* [PROBLEM STATEMENT]: Make a verbatim copy of all the records.

RECORDS PROVIDED Block Start

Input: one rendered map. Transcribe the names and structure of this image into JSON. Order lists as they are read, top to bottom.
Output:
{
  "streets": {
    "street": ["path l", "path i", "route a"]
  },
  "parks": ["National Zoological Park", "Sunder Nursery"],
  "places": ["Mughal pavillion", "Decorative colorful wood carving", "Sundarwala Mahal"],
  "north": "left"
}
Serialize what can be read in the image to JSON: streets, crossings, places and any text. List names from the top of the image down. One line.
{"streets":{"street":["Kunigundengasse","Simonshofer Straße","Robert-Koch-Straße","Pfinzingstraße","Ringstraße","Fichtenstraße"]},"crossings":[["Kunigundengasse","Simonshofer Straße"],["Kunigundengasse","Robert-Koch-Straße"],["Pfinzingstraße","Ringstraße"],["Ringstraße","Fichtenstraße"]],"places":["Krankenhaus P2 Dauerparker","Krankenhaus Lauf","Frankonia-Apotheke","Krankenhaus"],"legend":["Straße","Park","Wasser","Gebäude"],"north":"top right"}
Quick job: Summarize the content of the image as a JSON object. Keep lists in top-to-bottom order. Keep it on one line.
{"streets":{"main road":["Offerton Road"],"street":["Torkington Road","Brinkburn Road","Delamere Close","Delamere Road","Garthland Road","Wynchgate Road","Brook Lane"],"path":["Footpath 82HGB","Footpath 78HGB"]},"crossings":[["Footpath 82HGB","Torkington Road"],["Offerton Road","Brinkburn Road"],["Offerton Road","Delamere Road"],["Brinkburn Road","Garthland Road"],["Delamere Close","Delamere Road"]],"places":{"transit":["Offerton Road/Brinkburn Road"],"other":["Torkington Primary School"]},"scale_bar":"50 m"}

RECORDS PROVIDED Block End

* [PROBLEM SOLUTION]:
Input: one rendered map. Transcribe the names and structure of this image into JSON. Order lists as they are read, top to bottom.
Output:
{
  "streets": {
    "street": ["path l", "path i", "route a"]
  },
  "parks": ["National Zoological Park", "Sunder Nursery"],
  "places": ["Mughal pavillion", "Decorative colorful wood carving", "Sundarwala Mahal"],
  "north": "left"
}
Serialize what can be read in the image to JSON: streets, crossings, places and any text. List names from the top of the image down. One line.
{"streets":{"street":["Kunigundengasse","Simonshofer Straße","Robert-Koch-Straße","Pfinzingstraße","Ringstraße","Fichtenstraße"]},"crossings":[["Kunigundengasse","Simonshofer Straße"],["Kunigundengasse","Robert-Koch-Straße"],["Pfinzingstraße","Ringstraße"],["Ringstraße","Fichtenstraße"]],"places":["Krankenhaus P2 Dauerparker","Krankenhaus Lauf","Frankonia-Apotheke","Krankenhaus"],"legend":["Straße","Park","Wasser","Gebäude"],"north":"top right"}
Quick job: Summarize the content of the image as a JSON object. Keep lists in top-to-bottom order. Keep it on one line.
{"streets":{"main road":["Offerton Road"],"street":["Torkington Road","Brinkburn Road","Delamere Close","Delamere Road","Garthland Road","Wynchgate Road","Brook Lane"],"path":["Footpath 82HGB","Footpath 78HGB"]},"crossings":[["Footpath 82HGB","Torkington Road"],["Offerton Road","Brinkburn Road"],["Offerton Road","Delamere Road"],["Brinkburn Road","Garthland Road"],["Delamere Close","Delamere Road"]],"places":{"transit":["Offerton Road/Brinkburn Road"],"other":["Torkington Primary School"]},"scale_bar":"50 m"}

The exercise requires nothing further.